> [Work to be completed] In the records, find each line where "limit" occurs, and copy it.
━━━━━━━━━━━━━━━━━━━━
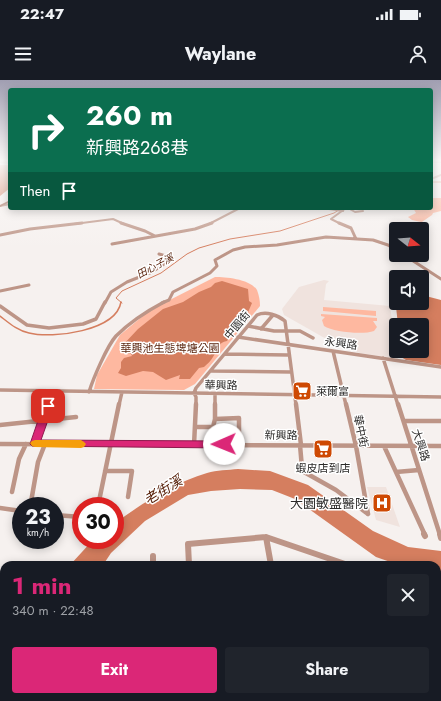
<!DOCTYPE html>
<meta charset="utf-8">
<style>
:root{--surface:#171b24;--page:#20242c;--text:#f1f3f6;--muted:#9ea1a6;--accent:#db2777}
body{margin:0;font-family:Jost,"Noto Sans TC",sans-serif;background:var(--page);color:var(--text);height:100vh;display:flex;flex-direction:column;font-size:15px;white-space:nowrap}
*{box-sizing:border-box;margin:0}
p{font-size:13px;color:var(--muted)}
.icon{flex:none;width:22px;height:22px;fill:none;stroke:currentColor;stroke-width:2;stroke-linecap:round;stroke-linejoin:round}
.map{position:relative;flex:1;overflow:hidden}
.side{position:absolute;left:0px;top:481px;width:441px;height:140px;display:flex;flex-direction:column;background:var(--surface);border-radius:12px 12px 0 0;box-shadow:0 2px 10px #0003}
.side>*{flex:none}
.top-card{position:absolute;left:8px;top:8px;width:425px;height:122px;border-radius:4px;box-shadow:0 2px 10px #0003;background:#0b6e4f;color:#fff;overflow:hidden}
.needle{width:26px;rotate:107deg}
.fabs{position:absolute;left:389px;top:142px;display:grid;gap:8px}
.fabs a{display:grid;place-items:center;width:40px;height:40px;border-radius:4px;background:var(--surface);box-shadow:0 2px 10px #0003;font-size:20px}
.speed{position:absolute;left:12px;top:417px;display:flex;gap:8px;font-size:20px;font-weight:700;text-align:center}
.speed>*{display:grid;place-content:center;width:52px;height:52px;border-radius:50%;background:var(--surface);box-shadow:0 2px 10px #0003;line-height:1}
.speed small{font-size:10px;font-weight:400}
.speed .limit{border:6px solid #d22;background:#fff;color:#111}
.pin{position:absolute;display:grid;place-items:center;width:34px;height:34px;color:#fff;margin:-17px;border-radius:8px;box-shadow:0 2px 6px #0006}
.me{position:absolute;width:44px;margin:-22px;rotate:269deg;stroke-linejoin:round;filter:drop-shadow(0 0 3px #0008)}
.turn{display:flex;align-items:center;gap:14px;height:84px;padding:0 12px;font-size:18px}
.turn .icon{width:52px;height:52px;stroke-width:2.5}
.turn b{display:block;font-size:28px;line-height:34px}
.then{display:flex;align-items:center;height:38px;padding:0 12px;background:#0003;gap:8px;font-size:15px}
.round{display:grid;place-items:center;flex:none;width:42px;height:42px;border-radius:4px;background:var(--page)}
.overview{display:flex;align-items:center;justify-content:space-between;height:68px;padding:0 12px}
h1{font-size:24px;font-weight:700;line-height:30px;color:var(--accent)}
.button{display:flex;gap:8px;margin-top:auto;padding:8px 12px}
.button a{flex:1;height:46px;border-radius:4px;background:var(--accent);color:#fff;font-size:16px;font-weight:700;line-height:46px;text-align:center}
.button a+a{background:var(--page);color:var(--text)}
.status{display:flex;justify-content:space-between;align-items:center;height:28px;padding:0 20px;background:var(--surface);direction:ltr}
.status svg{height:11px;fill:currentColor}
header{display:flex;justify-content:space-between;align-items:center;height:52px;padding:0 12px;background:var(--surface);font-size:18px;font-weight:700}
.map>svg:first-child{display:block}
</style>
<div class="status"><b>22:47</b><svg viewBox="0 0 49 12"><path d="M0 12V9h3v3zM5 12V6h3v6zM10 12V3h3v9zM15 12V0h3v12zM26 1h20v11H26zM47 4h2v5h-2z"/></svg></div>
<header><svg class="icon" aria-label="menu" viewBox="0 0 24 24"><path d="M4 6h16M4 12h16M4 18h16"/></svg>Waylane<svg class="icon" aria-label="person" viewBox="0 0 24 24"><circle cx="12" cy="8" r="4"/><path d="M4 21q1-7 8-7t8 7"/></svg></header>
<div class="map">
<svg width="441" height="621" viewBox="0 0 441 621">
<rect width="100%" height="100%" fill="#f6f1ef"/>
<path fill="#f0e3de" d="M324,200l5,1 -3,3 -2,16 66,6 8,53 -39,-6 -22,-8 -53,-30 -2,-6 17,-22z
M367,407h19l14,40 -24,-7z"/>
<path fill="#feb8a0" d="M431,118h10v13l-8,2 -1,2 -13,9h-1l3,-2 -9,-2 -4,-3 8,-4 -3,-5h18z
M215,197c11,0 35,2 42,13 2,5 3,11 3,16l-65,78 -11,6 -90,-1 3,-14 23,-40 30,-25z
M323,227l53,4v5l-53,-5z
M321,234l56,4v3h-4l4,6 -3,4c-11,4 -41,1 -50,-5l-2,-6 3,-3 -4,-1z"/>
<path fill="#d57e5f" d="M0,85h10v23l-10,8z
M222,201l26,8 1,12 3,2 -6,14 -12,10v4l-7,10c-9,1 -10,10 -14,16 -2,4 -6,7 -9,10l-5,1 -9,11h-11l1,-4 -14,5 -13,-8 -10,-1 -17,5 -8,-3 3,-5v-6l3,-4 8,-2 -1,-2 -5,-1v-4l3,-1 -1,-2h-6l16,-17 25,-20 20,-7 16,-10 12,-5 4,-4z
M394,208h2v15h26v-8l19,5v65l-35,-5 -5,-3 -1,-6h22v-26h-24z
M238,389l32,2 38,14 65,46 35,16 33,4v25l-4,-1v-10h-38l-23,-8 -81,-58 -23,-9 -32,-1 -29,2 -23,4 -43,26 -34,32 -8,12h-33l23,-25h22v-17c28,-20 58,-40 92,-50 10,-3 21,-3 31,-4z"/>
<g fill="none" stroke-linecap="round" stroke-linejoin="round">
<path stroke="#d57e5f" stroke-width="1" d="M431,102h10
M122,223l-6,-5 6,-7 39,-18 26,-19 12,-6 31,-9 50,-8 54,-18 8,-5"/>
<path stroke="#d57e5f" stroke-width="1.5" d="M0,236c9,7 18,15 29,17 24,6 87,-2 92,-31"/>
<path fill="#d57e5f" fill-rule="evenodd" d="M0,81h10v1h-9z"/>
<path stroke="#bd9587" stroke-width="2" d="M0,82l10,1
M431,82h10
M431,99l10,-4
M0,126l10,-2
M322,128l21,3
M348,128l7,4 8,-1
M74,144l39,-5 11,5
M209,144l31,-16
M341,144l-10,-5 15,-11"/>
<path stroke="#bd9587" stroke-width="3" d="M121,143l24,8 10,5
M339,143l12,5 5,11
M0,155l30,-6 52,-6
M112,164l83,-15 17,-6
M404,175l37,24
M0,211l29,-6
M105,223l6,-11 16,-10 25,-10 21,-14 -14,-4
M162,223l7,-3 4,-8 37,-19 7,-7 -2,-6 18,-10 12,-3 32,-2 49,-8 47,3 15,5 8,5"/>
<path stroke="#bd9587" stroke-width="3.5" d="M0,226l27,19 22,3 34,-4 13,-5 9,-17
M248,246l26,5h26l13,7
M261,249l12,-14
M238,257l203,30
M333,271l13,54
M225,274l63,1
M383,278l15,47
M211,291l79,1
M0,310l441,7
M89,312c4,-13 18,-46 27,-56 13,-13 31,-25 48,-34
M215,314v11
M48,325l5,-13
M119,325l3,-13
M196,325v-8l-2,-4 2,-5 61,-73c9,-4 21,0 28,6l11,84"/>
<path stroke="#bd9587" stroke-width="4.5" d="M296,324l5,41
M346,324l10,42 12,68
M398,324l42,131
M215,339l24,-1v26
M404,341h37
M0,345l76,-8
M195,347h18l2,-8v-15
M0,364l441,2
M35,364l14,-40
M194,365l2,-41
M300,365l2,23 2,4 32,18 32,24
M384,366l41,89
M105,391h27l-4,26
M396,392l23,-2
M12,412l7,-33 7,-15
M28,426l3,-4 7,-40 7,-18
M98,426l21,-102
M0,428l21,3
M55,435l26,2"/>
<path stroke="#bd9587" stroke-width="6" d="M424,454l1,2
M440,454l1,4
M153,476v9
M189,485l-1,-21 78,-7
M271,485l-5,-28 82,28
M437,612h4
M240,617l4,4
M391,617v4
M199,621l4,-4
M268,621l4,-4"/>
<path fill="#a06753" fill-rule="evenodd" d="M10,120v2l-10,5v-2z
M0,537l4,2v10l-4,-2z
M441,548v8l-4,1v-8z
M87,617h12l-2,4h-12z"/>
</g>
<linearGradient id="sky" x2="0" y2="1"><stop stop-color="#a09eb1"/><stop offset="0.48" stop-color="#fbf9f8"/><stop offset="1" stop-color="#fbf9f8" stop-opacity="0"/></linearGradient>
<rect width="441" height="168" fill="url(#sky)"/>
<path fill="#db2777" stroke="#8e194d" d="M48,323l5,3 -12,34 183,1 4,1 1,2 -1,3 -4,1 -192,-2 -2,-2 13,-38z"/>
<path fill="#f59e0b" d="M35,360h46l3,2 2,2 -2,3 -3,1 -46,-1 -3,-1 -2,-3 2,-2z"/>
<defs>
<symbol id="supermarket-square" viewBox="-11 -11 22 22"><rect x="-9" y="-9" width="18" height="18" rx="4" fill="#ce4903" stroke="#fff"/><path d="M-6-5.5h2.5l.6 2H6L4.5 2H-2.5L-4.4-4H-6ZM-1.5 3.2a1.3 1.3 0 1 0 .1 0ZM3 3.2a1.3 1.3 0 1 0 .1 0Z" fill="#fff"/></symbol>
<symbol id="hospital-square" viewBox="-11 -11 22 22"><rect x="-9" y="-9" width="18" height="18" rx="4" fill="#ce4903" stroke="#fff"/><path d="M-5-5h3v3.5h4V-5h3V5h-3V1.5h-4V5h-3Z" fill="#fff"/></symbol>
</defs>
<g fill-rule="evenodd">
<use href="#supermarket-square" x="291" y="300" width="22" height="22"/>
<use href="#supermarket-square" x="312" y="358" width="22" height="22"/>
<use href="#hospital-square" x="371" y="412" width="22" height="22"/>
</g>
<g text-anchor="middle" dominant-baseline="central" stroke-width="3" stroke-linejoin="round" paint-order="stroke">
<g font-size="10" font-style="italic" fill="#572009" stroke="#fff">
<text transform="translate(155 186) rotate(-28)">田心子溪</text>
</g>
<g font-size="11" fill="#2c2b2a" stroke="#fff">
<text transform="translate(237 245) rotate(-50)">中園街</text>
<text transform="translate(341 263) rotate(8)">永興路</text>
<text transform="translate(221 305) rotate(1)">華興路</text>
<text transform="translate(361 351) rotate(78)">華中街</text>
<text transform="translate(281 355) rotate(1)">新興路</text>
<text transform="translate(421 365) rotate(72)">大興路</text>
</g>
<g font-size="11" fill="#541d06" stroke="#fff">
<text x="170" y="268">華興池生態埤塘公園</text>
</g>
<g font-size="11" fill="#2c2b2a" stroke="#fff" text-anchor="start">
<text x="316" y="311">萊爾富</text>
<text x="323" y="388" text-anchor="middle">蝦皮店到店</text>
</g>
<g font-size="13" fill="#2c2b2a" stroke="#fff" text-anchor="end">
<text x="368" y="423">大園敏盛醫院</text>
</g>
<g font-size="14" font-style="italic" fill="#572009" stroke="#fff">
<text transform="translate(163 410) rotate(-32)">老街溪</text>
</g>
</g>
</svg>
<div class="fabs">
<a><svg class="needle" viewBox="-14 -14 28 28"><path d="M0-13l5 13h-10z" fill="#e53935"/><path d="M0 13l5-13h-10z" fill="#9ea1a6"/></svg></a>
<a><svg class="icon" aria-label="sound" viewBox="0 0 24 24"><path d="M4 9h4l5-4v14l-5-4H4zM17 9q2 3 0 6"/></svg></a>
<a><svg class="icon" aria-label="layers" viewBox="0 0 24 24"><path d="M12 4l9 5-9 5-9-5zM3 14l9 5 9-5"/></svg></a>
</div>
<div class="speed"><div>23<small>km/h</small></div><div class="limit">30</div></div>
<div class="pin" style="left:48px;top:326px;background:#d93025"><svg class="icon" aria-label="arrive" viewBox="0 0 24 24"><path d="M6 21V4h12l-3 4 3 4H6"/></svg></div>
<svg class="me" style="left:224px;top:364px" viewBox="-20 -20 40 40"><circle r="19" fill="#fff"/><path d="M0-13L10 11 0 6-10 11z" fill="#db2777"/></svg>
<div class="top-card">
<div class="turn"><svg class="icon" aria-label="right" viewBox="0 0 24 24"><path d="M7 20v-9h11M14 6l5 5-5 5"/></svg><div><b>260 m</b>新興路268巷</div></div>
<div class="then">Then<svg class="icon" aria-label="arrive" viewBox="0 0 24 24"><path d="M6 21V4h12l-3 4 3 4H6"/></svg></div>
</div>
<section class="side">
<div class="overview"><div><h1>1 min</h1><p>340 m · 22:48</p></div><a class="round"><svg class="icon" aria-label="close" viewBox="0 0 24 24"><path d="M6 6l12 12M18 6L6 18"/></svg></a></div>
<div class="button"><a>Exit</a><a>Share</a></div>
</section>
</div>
━━━━━━━━━━━━━━━━━━━━
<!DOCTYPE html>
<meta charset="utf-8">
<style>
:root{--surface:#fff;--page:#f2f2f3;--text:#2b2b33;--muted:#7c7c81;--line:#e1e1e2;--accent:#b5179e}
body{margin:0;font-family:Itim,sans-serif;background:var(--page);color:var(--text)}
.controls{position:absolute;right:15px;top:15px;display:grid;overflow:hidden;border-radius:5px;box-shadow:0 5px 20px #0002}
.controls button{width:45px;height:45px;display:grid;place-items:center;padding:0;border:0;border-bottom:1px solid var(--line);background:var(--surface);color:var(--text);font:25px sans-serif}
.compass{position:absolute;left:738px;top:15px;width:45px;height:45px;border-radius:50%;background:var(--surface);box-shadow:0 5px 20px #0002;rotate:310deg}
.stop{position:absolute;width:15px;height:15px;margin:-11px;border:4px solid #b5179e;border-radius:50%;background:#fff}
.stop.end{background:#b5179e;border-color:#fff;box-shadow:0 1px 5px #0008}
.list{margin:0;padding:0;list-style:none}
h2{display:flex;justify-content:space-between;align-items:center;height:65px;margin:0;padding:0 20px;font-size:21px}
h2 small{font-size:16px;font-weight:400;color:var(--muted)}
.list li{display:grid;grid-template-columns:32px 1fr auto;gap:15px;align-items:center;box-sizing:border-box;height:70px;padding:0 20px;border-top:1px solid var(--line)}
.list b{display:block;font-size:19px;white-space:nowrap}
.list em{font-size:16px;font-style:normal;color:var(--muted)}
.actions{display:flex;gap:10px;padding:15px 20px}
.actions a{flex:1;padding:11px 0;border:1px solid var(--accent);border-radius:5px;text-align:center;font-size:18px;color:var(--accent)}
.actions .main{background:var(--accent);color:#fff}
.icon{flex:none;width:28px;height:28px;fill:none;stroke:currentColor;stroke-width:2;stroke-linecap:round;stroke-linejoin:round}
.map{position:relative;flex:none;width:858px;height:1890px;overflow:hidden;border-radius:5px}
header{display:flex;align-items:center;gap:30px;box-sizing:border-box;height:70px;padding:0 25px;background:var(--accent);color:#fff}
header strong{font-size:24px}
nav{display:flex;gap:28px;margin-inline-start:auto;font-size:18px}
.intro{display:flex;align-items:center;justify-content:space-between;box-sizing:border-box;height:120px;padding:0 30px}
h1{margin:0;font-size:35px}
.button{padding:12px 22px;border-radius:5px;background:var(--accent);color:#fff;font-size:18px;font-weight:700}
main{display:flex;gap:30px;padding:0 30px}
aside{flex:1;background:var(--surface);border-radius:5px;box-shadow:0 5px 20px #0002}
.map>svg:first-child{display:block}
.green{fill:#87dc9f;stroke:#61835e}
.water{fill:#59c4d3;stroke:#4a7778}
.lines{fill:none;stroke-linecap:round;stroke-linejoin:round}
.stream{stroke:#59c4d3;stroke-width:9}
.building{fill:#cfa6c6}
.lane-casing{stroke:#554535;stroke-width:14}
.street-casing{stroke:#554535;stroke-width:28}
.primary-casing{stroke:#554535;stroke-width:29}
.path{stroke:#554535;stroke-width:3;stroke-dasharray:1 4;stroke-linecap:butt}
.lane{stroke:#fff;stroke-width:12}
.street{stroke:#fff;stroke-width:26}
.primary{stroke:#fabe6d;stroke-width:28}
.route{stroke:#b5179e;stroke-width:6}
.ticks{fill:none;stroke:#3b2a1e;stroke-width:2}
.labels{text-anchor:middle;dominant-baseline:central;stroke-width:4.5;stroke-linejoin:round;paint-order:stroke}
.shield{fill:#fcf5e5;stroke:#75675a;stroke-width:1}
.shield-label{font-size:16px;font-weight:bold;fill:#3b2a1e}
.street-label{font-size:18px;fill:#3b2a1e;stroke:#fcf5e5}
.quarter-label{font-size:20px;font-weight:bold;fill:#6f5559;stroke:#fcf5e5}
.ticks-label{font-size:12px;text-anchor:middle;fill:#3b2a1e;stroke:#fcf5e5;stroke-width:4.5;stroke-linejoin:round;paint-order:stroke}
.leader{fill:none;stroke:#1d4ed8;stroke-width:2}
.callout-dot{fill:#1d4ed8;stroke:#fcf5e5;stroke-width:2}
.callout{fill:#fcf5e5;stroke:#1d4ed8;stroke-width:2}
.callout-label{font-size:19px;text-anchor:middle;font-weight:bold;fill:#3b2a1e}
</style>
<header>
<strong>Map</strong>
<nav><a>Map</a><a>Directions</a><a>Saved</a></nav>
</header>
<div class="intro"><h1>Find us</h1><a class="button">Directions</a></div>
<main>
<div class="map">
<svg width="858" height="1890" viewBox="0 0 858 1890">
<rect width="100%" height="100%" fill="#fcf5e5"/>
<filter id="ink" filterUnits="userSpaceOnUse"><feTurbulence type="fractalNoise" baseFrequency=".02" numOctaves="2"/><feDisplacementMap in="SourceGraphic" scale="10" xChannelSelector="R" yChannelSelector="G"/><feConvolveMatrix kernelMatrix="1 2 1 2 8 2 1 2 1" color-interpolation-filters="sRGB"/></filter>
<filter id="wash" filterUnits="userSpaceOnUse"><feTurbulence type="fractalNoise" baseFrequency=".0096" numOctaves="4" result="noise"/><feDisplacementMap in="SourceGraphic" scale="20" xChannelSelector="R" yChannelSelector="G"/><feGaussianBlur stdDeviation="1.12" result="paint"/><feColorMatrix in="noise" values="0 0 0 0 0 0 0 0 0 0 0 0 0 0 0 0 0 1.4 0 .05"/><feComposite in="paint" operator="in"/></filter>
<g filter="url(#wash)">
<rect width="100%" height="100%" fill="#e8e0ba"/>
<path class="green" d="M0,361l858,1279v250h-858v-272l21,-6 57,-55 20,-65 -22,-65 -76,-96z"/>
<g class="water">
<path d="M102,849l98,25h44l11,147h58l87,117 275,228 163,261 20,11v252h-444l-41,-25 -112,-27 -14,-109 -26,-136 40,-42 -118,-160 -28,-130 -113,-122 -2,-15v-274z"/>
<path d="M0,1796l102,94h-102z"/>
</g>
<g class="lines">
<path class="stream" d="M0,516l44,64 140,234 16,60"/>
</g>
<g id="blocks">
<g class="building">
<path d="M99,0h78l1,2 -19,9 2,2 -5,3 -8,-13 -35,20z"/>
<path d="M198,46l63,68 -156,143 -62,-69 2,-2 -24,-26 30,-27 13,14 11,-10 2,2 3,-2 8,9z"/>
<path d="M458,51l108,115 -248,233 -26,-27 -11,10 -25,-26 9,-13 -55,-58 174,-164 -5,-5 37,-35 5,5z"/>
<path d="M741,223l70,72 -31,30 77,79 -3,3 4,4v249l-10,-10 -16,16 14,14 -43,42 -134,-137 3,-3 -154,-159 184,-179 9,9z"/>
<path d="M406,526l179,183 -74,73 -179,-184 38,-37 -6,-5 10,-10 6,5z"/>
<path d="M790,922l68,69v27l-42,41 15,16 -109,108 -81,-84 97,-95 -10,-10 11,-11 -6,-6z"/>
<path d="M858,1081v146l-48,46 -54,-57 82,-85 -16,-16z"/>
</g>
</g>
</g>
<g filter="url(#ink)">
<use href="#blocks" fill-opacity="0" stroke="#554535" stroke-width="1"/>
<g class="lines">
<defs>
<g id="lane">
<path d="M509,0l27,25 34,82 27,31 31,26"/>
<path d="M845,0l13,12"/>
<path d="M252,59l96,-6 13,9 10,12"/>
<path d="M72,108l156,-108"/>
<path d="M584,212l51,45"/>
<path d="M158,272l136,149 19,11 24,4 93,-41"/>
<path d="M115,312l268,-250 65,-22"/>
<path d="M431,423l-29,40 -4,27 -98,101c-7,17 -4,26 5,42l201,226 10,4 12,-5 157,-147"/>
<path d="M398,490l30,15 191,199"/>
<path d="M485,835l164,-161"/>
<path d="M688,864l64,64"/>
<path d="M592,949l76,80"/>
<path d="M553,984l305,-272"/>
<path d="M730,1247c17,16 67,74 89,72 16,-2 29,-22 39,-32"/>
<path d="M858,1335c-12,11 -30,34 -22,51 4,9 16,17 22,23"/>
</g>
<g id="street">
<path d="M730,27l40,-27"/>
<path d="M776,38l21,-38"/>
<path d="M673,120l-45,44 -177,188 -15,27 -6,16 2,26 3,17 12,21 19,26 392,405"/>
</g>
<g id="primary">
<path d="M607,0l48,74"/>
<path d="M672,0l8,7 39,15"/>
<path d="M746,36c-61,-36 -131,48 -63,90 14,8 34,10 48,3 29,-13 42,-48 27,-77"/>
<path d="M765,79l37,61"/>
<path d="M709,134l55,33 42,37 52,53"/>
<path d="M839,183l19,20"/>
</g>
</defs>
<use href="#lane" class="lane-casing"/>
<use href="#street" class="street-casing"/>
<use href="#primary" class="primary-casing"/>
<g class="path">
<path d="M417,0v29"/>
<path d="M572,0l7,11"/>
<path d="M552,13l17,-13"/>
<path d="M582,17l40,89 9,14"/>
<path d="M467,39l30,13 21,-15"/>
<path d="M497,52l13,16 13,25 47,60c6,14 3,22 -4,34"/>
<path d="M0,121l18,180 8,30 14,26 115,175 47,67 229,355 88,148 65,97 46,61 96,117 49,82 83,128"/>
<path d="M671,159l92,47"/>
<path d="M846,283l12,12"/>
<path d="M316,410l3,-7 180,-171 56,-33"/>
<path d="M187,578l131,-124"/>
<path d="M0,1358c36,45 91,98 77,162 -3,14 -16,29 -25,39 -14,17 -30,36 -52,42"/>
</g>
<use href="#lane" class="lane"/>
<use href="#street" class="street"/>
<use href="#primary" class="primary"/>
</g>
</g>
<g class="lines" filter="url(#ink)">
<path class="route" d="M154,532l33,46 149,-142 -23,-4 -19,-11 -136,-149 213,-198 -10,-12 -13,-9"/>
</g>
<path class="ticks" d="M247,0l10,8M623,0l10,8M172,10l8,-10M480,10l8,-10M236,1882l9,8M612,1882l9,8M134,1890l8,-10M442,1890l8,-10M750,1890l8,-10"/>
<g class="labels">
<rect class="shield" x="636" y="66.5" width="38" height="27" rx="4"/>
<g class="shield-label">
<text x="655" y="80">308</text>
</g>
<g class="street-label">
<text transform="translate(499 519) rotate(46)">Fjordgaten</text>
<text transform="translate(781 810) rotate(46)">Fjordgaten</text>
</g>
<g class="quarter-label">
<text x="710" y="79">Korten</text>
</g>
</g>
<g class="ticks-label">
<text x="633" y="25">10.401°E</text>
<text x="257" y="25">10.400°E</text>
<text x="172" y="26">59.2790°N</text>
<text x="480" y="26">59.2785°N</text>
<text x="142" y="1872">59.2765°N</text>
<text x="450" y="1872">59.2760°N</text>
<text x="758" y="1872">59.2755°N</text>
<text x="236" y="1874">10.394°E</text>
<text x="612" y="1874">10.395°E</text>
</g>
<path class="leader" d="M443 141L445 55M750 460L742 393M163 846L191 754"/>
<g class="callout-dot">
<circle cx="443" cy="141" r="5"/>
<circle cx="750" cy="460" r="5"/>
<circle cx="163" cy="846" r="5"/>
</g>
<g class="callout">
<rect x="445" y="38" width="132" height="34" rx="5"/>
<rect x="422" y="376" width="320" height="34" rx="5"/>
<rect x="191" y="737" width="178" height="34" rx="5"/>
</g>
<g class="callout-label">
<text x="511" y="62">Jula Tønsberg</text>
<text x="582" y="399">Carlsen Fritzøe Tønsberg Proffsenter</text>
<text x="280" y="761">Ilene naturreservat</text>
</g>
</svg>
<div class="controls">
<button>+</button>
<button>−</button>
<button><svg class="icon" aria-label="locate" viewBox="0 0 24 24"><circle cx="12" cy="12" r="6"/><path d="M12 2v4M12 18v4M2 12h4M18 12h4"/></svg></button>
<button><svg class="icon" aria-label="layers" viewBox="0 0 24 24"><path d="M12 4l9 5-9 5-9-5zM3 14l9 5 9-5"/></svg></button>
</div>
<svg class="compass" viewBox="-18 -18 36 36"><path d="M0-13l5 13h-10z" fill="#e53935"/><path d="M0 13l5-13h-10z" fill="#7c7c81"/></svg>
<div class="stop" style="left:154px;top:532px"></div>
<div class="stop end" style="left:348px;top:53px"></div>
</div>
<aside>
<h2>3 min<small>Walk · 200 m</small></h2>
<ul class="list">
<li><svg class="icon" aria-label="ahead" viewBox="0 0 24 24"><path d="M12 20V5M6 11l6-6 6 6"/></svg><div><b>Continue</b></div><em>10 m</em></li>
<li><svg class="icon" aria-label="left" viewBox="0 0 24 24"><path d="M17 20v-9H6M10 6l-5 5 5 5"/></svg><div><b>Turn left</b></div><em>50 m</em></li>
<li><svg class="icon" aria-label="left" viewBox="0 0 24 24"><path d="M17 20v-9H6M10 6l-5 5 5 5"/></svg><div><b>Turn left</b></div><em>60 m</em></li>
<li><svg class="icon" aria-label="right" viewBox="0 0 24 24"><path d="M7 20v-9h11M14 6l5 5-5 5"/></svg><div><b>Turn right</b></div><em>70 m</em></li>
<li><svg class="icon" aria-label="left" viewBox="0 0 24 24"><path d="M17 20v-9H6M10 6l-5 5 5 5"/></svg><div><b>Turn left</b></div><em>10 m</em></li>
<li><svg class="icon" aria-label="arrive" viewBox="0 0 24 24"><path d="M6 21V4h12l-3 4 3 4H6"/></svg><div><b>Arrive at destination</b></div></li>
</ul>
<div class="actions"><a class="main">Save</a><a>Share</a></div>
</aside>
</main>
━━━━━━━━━━━━━━━━━━━━
> [Result below]
.speed .limit{border:6px solid #d22;background:#fff;color:#111}
<div class="speed"><div>23<small>km/h</small></div><div class="limit">30</div></div>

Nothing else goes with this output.